Activity — Below are some records. Return exactly the lines from the one containing "context.font = font + ' Bitter,serif';" through the one containing "[338,0,701,0,701,638,240,396]", both included, and only those.

Dataset entries
··········

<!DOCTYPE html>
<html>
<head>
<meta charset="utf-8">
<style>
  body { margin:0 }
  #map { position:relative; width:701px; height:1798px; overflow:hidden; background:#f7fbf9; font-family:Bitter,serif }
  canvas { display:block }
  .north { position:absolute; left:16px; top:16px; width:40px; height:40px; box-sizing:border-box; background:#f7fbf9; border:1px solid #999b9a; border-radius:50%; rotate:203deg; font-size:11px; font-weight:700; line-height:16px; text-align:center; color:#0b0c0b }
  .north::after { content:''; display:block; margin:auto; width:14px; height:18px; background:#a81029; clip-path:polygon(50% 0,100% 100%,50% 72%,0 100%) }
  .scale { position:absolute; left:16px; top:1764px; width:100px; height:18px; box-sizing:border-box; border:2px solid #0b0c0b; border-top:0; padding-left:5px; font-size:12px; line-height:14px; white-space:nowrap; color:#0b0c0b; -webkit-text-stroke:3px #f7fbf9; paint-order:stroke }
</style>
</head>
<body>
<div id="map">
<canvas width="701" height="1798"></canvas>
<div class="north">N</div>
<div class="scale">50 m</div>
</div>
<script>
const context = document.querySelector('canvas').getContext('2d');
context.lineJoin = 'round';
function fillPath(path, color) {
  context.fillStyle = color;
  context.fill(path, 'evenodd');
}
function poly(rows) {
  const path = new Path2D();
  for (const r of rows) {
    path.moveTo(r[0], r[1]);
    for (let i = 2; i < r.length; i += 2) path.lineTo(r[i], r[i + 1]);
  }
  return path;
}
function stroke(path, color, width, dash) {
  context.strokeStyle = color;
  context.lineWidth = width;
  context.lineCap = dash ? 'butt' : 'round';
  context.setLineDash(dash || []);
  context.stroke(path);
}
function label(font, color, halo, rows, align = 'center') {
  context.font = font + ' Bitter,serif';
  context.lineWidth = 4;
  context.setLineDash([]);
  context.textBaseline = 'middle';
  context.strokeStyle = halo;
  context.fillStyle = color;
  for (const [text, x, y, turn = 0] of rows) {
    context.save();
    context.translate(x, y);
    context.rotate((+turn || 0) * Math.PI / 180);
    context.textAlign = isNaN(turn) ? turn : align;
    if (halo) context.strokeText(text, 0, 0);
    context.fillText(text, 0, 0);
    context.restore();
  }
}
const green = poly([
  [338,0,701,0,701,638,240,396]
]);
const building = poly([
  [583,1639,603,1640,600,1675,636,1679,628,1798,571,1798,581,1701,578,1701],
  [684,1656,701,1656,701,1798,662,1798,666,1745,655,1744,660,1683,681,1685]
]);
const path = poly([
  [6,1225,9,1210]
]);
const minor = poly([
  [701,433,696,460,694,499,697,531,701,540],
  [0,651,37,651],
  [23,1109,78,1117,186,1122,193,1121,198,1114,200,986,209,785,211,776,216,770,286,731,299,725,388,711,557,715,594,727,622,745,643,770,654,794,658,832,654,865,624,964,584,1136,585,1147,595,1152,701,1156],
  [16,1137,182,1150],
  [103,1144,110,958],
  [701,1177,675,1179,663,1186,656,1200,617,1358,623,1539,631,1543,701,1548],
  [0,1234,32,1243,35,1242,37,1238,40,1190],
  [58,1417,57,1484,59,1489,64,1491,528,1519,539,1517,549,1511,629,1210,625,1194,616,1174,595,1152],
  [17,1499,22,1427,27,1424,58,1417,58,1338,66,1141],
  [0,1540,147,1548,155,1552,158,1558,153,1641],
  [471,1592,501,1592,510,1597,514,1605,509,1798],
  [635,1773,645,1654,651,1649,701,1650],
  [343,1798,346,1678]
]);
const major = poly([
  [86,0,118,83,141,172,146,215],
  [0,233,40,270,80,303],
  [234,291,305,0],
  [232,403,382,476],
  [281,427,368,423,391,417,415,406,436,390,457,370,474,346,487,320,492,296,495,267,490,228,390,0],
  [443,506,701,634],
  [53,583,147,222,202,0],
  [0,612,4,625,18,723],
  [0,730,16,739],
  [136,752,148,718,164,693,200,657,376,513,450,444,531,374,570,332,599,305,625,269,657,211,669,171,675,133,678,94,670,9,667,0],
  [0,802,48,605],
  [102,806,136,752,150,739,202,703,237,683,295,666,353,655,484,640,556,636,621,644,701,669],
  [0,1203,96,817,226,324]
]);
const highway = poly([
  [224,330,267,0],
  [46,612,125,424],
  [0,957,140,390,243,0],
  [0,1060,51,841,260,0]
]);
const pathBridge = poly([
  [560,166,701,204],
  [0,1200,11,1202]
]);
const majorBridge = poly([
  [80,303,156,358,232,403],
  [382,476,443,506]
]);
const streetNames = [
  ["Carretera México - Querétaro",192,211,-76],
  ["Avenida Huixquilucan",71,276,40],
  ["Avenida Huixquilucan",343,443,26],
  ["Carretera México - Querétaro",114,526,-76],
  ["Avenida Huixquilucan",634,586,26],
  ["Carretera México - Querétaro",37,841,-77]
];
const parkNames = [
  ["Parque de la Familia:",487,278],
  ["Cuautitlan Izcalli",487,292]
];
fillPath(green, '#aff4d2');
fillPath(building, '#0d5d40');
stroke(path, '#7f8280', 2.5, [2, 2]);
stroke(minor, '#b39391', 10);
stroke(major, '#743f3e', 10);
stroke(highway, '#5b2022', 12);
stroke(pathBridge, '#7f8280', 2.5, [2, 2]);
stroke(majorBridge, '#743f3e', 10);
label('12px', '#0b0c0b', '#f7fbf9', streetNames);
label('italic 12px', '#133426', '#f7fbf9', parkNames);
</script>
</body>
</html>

··········

Solution for this exercise —
  context.font = font + ' Bitter,serif';
  context.lineWidth = 4;
  context.setLineDash([]);
  context.textBaseline = 'middle';
  context.strokeStyle = halo;
  context.fillStyle = color;
  for (const [text, x, y, turn = 0] of rows) {
    context.save();
    context.translate(x, y);
    context.rotate((+turn || 0) * Math.PI / 180);
    context.textAlign = isNaN(turn) ? turn : align;
    if (halo) context.strokeText(text, 0, 0);
    context.fillText(text, 0, 0);
    context.restore();
  }
}
const green = poly([
  [338,0,701,0,701,638,240,396]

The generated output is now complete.